SERVER-73959 Add option to TaskExecutorCursor to not prefetch next batch

author: Ben Shteinfeld <ben.shteinfeld@mongodb.com> 2023-05-10 20:44:04 +0000
committer: Evergreen Agent <no-reply@evergreen.mongodb.com> 2023-05-10 21:26:03 +0000
commit: 680b65808f905ed796b4afe14c2990fc7d1d1646 (patch)
tree: 54146323c34c3f0d156dde5127c3e4556f672ea7
parent: cf775ff4b185433ec54aba4363905e3b7d924718 (diff)
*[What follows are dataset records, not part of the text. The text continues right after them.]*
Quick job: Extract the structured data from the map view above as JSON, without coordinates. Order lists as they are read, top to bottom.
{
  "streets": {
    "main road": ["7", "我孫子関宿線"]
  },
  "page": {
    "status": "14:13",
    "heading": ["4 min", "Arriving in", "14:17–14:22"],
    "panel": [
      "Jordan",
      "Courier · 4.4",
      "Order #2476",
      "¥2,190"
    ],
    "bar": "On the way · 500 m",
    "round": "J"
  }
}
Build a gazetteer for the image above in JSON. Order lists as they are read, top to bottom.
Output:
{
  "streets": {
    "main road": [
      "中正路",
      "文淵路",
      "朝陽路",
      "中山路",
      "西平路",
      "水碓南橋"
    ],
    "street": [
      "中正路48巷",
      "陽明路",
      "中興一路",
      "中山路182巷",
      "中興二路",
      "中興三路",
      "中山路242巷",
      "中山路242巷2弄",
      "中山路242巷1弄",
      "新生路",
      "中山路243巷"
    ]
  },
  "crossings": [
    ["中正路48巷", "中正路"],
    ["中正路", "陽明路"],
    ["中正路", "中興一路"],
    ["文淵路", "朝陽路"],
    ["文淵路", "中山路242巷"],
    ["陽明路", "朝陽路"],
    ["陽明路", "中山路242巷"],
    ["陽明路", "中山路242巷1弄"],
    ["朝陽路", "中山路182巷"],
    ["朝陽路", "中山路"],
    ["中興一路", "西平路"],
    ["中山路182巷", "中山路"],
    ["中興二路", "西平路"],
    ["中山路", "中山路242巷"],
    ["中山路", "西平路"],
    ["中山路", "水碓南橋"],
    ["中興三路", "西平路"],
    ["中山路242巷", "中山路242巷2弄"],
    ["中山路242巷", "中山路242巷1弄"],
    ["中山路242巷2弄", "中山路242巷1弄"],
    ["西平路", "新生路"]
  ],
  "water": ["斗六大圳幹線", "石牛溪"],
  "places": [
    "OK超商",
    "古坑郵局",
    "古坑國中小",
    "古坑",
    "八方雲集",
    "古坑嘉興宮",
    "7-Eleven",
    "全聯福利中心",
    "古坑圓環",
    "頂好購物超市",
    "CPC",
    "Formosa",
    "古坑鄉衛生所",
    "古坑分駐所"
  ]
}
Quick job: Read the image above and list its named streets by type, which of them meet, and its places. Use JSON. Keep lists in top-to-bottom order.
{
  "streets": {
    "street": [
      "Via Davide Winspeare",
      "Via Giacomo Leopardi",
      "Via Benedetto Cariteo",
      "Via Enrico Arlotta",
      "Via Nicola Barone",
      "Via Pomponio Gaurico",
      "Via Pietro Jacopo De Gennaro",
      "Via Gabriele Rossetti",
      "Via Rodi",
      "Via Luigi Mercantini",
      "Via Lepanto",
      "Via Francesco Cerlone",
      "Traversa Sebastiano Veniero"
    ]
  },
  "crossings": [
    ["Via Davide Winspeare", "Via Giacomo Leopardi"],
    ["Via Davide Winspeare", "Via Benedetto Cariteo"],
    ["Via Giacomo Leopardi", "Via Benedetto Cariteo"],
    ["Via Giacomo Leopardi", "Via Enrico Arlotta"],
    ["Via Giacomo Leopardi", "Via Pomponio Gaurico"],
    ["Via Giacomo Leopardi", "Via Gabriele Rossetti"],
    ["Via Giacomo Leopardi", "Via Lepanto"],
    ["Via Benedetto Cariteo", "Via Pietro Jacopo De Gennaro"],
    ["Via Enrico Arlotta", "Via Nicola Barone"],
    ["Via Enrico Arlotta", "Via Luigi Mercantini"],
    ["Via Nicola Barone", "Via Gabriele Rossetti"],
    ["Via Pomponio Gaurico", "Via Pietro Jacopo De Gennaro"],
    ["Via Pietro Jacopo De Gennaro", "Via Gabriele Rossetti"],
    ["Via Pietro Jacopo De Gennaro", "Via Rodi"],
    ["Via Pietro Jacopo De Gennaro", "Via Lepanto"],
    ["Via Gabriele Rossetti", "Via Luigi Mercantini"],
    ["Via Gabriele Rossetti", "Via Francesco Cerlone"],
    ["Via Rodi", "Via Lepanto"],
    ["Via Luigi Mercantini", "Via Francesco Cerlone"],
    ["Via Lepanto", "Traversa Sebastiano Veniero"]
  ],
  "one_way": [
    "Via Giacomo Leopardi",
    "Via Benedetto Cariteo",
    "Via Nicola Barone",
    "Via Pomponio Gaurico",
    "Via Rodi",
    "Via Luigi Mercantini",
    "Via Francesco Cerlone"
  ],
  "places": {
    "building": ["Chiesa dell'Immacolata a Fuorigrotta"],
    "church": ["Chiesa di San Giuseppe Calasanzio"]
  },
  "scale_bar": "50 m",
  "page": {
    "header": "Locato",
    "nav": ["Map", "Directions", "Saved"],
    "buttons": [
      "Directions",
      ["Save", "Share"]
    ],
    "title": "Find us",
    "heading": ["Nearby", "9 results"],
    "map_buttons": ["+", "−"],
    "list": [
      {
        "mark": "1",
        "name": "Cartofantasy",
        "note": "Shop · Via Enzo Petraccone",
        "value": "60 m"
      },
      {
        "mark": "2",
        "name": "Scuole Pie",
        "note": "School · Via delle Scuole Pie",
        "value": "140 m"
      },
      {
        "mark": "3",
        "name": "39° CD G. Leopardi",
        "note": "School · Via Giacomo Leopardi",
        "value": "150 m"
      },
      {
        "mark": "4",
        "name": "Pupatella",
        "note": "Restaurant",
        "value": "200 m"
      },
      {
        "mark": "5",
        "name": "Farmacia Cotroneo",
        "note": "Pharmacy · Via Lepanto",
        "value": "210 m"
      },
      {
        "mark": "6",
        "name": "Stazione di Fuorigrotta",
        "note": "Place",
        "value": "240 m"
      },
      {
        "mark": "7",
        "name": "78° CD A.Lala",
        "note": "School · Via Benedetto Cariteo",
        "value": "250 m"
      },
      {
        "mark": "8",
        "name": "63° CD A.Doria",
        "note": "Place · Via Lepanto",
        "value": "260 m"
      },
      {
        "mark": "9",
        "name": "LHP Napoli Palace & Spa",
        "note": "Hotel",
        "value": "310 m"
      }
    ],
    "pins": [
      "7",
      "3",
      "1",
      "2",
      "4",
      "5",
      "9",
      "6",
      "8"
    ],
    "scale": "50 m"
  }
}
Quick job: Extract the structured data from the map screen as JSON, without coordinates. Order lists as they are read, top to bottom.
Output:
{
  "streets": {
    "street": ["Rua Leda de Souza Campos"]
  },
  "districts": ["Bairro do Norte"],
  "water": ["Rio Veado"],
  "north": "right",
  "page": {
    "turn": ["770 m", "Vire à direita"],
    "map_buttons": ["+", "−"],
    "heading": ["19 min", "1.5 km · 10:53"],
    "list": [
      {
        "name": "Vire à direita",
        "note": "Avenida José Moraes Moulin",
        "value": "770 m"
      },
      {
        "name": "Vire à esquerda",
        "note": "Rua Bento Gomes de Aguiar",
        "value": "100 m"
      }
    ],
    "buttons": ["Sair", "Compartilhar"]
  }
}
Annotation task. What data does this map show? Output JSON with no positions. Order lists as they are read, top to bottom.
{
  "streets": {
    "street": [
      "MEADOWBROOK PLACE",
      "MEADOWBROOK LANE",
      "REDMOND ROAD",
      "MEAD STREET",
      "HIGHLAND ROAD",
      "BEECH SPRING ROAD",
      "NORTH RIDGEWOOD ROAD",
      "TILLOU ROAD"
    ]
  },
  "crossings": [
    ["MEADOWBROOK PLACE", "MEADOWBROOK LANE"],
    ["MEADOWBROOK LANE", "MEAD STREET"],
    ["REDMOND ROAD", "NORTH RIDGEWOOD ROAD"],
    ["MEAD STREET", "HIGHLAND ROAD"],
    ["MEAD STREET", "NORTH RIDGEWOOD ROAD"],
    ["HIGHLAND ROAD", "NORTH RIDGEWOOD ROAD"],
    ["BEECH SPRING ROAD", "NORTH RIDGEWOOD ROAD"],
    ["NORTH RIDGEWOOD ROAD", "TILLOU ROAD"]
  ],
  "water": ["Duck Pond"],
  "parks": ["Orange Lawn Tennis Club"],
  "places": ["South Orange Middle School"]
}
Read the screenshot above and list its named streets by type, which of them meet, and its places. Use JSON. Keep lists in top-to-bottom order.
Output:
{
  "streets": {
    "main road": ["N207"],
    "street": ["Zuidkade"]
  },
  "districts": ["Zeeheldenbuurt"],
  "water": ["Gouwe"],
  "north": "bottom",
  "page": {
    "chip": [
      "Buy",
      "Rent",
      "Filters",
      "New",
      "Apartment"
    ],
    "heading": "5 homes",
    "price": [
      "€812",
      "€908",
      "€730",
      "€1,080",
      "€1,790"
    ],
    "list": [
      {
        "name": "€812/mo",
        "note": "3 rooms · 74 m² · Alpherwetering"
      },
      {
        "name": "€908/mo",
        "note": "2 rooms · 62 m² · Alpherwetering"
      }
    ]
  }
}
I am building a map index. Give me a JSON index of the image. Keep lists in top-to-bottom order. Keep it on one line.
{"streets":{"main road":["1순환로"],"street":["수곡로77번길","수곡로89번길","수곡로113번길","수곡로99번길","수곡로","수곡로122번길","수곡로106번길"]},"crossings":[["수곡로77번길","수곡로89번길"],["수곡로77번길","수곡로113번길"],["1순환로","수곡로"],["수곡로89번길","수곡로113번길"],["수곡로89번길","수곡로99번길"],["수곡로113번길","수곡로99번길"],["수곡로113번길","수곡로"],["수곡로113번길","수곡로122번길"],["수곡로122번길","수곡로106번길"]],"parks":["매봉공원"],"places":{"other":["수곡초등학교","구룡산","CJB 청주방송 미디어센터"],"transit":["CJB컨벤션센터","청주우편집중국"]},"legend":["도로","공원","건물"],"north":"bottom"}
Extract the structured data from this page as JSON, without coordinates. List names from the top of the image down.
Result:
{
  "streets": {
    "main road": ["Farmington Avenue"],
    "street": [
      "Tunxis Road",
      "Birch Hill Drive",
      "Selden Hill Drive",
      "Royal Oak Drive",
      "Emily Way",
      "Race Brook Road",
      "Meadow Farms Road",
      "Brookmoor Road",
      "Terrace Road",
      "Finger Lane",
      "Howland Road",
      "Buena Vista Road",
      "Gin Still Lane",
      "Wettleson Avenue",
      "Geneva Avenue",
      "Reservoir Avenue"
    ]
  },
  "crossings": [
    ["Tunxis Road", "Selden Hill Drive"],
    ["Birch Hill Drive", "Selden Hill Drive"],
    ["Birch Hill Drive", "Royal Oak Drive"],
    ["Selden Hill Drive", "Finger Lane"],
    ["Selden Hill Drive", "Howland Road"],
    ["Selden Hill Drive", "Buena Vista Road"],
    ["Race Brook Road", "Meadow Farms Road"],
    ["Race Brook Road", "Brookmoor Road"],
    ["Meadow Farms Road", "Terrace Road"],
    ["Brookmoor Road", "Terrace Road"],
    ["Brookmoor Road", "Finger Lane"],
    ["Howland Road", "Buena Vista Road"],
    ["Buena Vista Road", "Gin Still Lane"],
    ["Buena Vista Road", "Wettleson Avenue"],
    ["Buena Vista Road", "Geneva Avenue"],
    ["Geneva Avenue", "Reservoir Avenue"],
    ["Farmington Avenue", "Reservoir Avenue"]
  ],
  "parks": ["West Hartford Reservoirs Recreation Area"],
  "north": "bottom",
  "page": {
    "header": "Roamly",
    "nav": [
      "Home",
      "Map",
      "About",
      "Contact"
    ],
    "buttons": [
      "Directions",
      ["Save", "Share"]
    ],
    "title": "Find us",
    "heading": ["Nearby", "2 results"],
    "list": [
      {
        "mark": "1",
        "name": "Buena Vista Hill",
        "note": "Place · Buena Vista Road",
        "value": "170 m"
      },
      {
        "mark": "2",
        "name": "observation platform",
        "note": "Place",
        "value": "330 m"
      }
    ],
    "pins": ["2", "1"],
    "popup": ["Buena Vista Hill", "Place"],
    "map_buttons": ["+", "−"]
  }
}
download: mongo-680b65808f905ed796b4afe14c2990fc7d1d1646.tar.gz
3 files changed, 205 insertions, 15 deletions
diff --git a/src/mongo/executor/task_executor_cursor.cpp b/src/mongo/executor/task_executor_cursor.cpp
index dcbe6e1a945..b44034489c2 100644
--- a/src/mongo/executor/task_executor_cursor.cpp
+++ b/src/mongo/executor/task_executor_cursor.cpp
@@ -254,16 +254,34 @@ void TaskExecutorCursor::_processResponse(OperationContext* opCtx, CursorRespons
     _batch = response.releaseBatch();
     _batchIter = _batch.begin();
 
-    // If we got a cursor id back, pre-fetch the next batch
-    if (_cursorId) {
-        GetMoreCommandRequest getMoreRequest(_cursorId, _ns.coll().toString());
-        getMoreRequest.setBatchSize(_options.batchSize);
-        _runRemoteCommand(_createRequest(opCtx, getMoreRequest.toBSON({})));
+    // If the previous response contained a cursorId and pre-fetching is enabled, schedule the
+    // getMore.
+    if ((_cursorId != kClosedCursorId) && _options.preFetchNextBatch) {
+        _scheduleGetMore(opCtx);
     }
 }
 
+void TaskExecutorCursor::_scheduleGetMore(OperationContext* opCtx) {
+    // The previous response must have returned an open cursor ID.
+    invariant(_cursorId >= kMinLegalCursorId);
+    // There cannot be an existing in-flight request.
+    invariant(!_cmdState);
+    GetMoreCommandRequest getMoreRequest(_cursorId, _ns.coll().toString());
+    getMoreRequest.setBatchSize(_options.batchSize);
+    _runRemoteCommand(_createRequest(opCtx, getMoreRequest.toBSON({})));
+}
+
 void TaskExecutorCursor::_getNextBatch(OperationContext* opCtx) {
-    invariant(_cmdState, "_getNextBatch() requires an async request to have already been sent.");
+    // If we don't have an in-flight request, schedule one. This will occur when the
+    // 'preFetchNextBatch' option is false.
+    if (!_cmdState) {
+        invariant(!_options.preFetchNextBatch);
+        _scheduleGetMore(opCtx);
+    }
+
+    // There should be an in-flight request at this point, either sent asyncronously when we
+    // processed the previous response or just scheduled.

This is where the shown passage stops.